▶ [Exercise instructions]
Look through the entries below and show every line containing the word "sizing".

[[ Study material open ]]

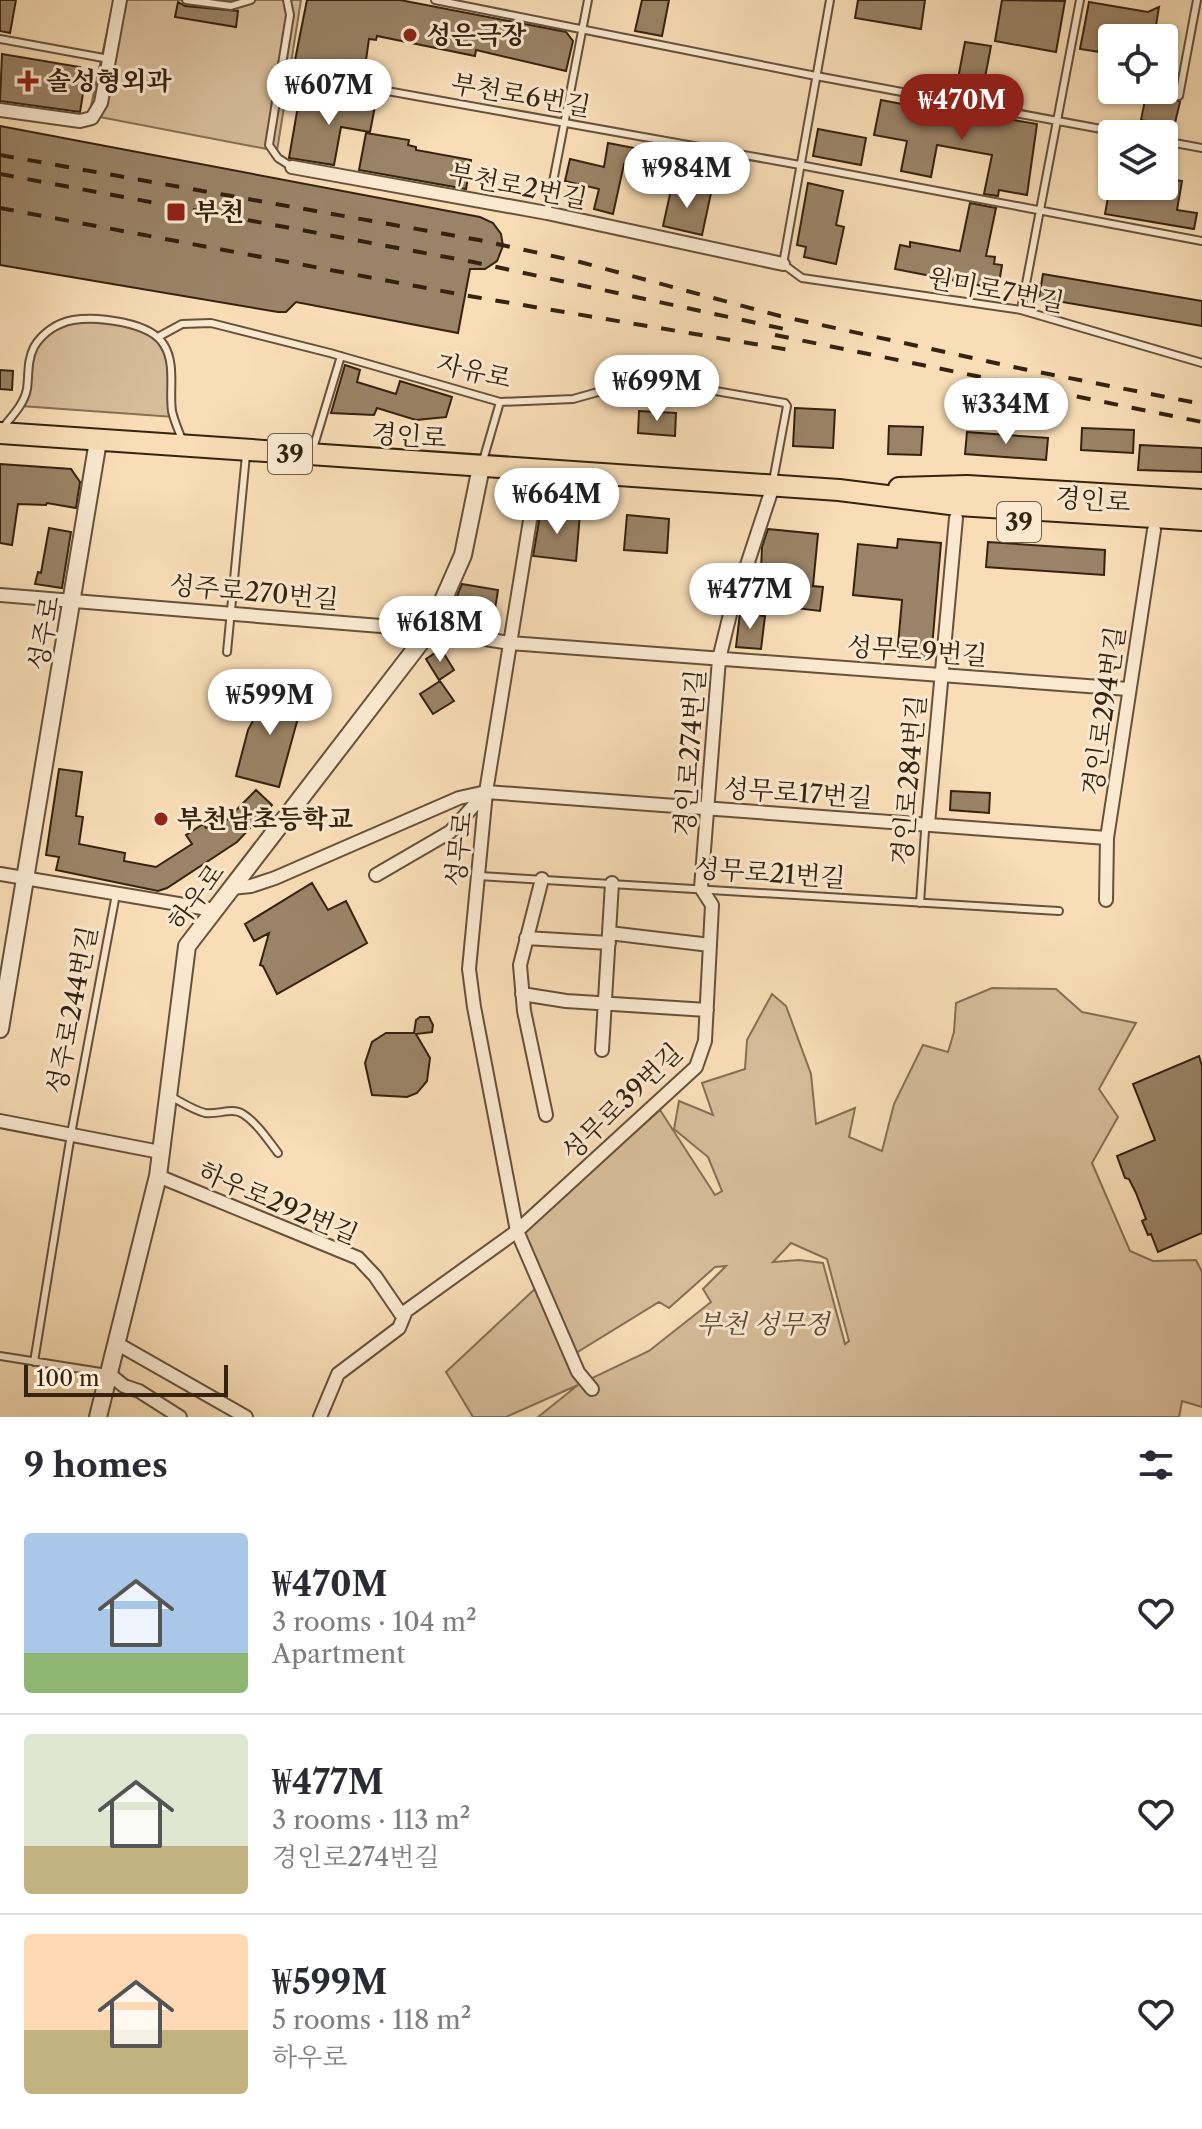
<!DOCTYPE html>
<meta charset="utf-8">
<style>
body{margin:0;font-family:"Libre Caslon Text","Noto Serif KR",serif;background:#f2f2f3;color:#2b2b33;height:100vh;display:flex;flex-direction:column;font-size:30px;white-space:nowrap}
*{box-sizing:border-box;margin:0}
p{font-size:26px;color:#7c7c81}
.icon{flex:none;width:44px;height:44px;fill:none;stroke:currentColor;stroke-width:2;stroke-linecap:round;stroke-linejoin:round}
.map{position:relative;height:1417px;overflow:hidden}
.side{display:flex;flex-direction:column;background:#fff;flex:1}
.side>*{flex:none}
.buttons{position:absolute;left:1098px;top:24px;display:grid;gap:16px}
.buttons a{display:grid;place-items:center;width:80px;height:80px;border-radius:8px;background:#fff;box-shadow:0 2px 6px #0004;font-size:40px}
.scale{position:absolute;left:24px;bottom:20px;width:204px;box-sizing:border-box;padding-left:8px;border:4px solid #352210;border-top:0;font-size:22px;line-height:28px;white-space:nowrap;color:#352210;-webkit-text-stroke:6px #fae9d0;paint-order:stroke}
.price{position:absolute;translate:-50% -68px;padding:0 18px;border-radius:28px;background:#fff;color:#222;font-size:26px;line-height:52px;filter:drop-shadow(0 2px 4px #0008)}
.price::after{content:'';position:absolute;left:50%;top:48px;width:24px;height:18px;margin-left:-12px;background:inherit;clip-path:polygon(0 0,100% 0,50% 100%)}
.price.current{background:#8f2418;color:#fff}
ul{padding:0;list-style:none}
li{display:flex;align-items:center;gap:24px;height:200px;padding:0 24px}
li+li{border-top:2px solid #e1e1e2}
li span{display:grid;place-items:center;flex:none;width:224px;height:160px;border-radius:8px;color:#555}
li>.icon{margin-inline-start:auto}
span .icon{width:96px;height:96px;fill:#fffc;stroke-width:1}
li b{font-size:34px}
h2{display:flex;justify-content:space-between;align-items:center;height:96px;padding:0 24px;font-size:34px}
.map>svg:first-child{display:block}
</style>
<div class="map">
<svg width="1202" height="1417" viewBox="0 0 1202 1417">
<rect width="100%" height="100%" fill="#f8ddb6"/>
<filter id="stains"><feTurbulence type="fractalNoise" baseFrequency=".0025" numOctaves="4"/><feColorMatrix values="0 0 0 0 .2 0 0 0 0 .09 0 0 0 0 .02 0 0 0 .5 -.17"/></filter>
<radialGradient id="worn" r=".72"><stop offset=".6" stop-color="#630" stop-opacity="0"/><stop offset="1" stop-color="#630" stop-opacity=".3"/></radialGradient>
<path fill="#d7bd9a" stroke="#867055" stroke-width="2" fill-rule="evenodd" d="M114,0H301L277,151L89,115Z
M87,320C102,321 122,321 137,326C177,341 171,381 174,417L21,406C32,353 27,331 87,320Z
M992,988L1056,989L1082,1012L1136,1023L1099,1089L1118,1117L1092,1163L1130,1251L1153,1261L1196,1260L1202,1272V1407L1182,1401L1179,1417H538L578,1385L506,1417H473L446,1372L537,1287L582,1383L649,1351L711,1302L703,1289L726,1266L715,1267L669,1308L659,1302L571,1356L523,1231L660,1110L715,1195L722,1191L708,1157L674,1129L679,1101L713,1115L702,1083L745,1069L747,1040L772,994L786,1006L811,1074L816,1124L855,1108L849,1137L882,1151L894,1104L923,1045L948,1052L954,1032L956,1003ZM791,1243L827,1259L849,1341L845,1344L823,1263L799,1260L773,1262Z"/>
<path fill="#9a8366" stroke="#352210" stroke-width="2" d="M0,0H16L10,33L0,31Z
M307,0H400L566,32L573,41L566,71L476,50L475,56L377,36L376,40L369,39L363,81L349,78V74L294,65Z
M642,0H669L662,36L635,31Z
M858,0H925L921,29L855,18Z
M1002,0L1065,1L1056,52L995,41Z
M178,2L185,6L238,11L236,27L175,17Z
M1089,2L1148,12L1159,7L1154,38H1112V48L1101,47L1100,52L1080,49Z
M965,42L991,46L982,93L956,89Z
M2,54L80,67L79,74L86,75L80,112L0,101Z
M1164,73L1175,76L1173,97L1180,102L1174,127L1141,120L1147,90H1164Z
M350,90L377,96L370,132L341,127L334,165L289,158L299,100L347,109Z
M881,100L976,118L977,114L1037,124L1027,195L999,190L998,196L984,194L992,155L937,145L931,177L901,171L907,141L874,135Z
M0,126L480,217L493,223L501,234L503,246L497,261L485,269H470L458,333L296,302L286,312H278L0,265Z
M818,129L866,138L861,165L813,156Z
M366,133L409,140L408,145L416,147V150L471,160L466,189L359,170Z
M608,143L686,158L683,175L624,164L613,214L594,209L599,189L565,181L570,159L604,167Z
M1165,178L1182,181L1177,210L1197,213L1194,229L1105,214L1110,186L1162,192Z
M808,183L843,191L836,225L844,227L836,264L804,257L806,247L797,245Z
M672,185L711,193L702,235L663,226Z
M970,203L996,208L986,256L995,257L994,264L1002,265L998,289L895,269L900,245L910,247V242L960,251Z
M1043,274L1202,301V326L1039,298Z
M345,365L360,370L357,382L396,394L400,381L452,397L446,417L416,420L377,408L374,415L331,413Z
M0,370L13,371L12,390L0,389Z
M795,408L835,410L833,448L793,446Z
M639,411L676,413L675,436L638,433Z
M889,426L923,427L921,455L888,454Z
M1082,428L1134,430L1133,453L1081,450Z
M967,432L1048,438L1046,460L965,454Z
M1140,445L1202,448V472L1138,470Z
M0,464L71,469L80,482L76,508L47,503L46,505L18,504L12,545L0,543Z
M541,510L580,514L576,561L533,556Z
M627,515L669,519L667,553L624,550Z
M49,528L71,532L62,588L35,584L38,572L41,573Z
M768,529L818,534L813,586L823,587L820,611L779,606L783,572L761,570L762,547Z
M898,539L941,543L931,659L897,656L902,600L853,595L858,544L897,548Z
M988,542L1105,550L1104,575L986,567Z
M462,584L498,590L492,628L451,621L454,603Z
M740,613L765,616L761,649L736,647Z
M441,649L454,670L439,680L426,659Z
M440,681L454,701L433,714L420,694Z
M264,686L304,696L279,787L236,776L248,730L258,711Z
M59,769L82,772L76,816L83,817L79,844L125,853L124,861L156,867L192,844L186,835L203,824L206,828L213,824L217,830L256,790L272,805L237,842L167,888L158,891L56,870L59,857L46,855Z
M951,791L990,793L989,813L950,810Z
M312,883L328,910L346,901L367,943L277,994L263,966L260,965L269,933L254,941L245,924Z
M420,1017H429L433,1025L432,1032L416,1034L430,1058L427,1081L417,1093L407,1097L372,1095L365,1063L372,1042L386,1033H414L416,1020Z
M1199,1056L1202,1066V1233L1158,1252L1151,1234L1148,1235L1142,1221L1146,1219L1136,1193L1129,1179L1125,1178L1117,1156L1155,1140L1133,1084Z"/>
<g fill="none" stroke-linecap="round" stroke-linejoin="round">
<g stroke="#66513a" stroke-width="10">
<path id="service" d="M186,0L231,6L251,0
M287,0L290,15L269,145L278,158L292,167
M435,0L816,76L1128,134
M830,0L783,264L802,278L1021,310L1202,363
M0,39L109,59
M281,72L800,165L1202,241
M1179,96L1197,0
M1164,141L1202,148
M547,213L588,0
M1021,310L1080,0
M158,337L182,324L211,323L330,353L500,402L573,399L616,387L675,384L785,403L787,406L773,481
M1,430C11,417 24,405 27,389C29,374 27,361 34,347C42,333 57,323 73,320C97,316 151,322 164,345C176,364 169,390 172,411C174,421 179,431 182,440
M312,452L341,356
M482,464L500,402
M227,652L246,455
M479,876L1059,911
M920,903L925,831L928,824
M170,1096C181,1102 193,1110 205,1113C218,1115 232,1107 243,1114C257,1123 268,1140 278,1153
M0,1356L107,1373
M34,1362L71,1134L116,894"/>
</g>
<g stroke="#66513a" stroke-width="16">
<path id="minor" d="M0,110L80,121L92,118L101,103L120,0
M292,167L547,213L783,264
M538,471L486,792L469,969L474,1007L517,1231L578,1372L592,1389
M0,595L430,630L510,643L1128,689
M928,824L956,518
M0,874L214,910
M376,875L450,832L486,792
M542,879L520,965L524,1011L546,1115
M231,888L251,886L275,878L459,798L486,792L1107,838
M1106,900L1107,838L1154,530
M609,933L710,945
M526,938L609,943
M522,994L566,1001L707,1010
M602,1050L612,883
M0,1121L160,1152
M158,1176L358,1258L375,1276L403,1317
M116,1343L246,1417
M108,1373L124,1386L139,1391L180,1417
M320,1417L338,1374L399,1328L406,1311L517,1231L696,1067L705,1041L712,905L701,888L719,659L737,586L745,571L773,486"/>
</g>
<g stroke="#66513a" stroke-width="20">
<path id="tertiary" d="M0,1029L98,441
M98,1417L158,1176L187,946L430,630L463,555L481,467"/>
</g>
<g stroke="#352210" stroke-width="24">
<path id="primary" d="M0,433L839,490L958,505L1202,520
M899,488L967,486L1202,500"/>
</g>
<use href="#service" stroke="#fae9d0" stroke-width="6"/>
<use href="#minor" stroke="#fae9d0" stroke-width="12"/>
<use href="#tertiary" stroke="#fae9d0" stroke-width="16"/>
<use href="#primary" stroke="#f8ddb6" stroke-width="20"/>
<path stroke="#352210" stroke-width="4" stroke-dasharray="14 14" stroke-linecap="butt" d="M0,155L479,240L580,262L780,316L1023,369L1202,404
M0,174L473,262L789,330
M0,208L469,296L790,350
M775,335L1202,422"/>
</g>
<g fill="#8f2418" stroke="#fae9d0" stroke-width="3">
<circle cx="410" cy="35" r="8"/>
<path d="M24 69h8v8h8v8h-8v8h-8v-8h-8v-8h8z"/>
<rect x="166" y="202" width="20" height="20" rx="4"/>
<circle cx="161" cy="819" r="8"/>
</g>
<g text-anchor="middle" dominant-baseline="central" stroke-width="6" stroke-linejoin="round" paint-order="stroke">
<g fill="#fae9d0" stroke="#705e4a" stroke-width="2">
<rect x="268" y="434" width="44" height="40" rx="6"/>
<rect x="997" y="502" width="44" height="40" rx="6"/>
</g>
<g font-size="24" font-weight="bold" fill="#352210">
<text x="290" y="454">39</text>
<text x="1019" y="522">39</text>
</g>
<g font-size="26" font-weight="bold" fill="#352210" stroke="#fae9d0" text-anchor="start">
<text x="426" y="35">성은극장</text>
<text x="46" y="81">솔성형외과</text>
<text x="194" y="212">부천</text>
<text x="177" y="819">부천남초등학교</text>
</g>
<g font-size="26" fill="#352210" stroke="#fae9d0">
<text transform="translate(521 95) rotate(10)">부천로6번길</text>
<text transform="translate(518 186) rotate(11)">부천로2번길</text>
<text transform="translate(996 290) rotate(11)">원미로7번길</text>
<text transform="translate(474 371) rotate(13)">자유로</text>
<text transform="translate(409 436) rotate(4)">경인로</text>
<text transform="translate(1093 500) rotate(4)">경인로</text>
<text transform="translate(254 592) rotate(5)">성주로270번길</text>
<text transform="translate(44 633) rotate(-80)">성주로</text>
<text transform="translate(917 651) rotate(4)">성무로9번길</text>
<text transform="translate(1104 711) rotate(-82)">경인로294번길</text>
<text transform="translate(690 753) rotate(-86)">경인로274번길</text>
<text transform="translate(909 780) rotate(-85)">경인로284번길</text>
<text transform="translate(798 793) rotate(4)">성무로17번길</text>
<text transform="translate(459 849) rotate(-84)">성무로</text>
<text transform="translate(770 873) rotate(4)">성무로21번길</text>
<text transform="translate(196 897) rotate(-54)">하우로</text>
<text transform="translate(72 1010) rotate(-79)">성주로244번길</text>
<text transform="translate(622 1102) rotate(-44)">성무로39번길</text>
<text transform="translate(278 1203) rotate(23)">하우로292번길</text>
</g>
<g font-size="26" font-style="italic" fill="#5e4932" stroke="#fae9d0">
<text x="763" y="1324">부천 성무정</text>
</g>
</g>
<rect width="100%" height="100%" filter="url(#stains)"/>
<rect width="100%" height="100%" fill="url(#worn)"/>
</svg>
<div class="buttons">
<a><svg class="icon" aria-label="locate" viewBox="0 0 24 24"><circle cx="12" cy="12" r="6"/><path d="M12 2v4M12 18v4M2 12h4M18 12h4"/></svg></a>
<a><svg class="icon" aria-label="layers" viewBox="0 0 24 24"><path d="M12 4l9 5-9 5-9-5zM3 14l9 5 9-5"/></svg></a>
</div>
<div class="scale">100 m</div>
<b class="price" style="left:329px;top:127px">₩607M</b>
<b class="price current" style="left:962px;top:142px">₩470M</b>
<b class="price" style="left:687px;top:210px">₩984M</b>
<b class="price" style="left:657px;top:423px">₩699M</b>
<b class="price" style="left:1006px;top:446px">₩334M</b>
<b class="price" style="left:557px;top:536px">₩664M</b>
<b class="price" style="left:750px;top:631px">₩477M</b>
<b class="price" style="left:440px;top:664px">₩618M</b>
<b class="price" style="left:270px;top:737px">₩599M</b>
</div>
<section class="side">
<h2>9 homes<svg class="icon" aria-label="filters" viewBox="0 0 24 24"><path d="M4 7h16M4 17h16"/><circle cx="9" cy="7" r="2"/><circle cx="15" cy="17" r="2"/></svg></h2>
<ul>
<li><span style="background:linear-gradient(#a9c7e8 75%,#8fb573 0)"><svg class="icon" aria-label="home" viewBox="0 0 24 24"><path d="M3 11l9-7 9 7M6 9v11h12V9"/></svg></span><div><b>₩470M</b><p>3 rooms · 104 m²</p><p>Apartment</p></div><svg class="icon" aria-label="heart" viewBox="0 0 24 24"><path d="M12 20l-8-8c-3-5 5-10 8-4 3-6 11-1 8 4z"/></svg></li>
<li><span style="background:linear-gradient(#dfe7d0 70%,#c2b280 0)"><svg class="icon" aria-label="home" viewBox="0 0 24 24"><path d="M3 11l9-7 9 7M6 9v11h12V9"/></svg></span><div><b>₩477M</b><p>3 rooms · 113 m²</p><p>경인로274번길</p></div><svg class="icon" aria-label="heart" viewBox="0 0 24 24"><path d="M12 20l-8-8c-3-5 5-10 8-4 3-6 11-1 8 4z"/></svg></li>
<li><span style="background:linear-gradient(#ffd9b3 60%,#c2b280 0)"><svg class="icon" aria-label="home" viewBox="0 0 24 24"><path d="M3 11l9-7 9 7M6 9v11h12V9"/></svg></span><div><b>₩599M</b><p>5 rooms · 118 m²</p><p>하우로</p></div><svg class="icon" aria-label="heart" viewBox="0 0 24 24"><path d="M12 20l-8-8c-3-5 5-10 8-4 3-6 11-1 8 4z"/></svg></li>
</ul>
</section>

[[ Study material closed ]]

▶ [Answer for the task]
*{box-sizing:border-box;margin:0}
.scale{position:absolute;left:24px;bottom:20px;width:204px;box-sizing:border-box;padding-left:8px;border:4px solid #352210;border-top:0;font-size:22px;line-height:28px;white-space:nowrap;color:#352210;-webkit-text-stroke:6px #fae9d0;paint-order:stroke}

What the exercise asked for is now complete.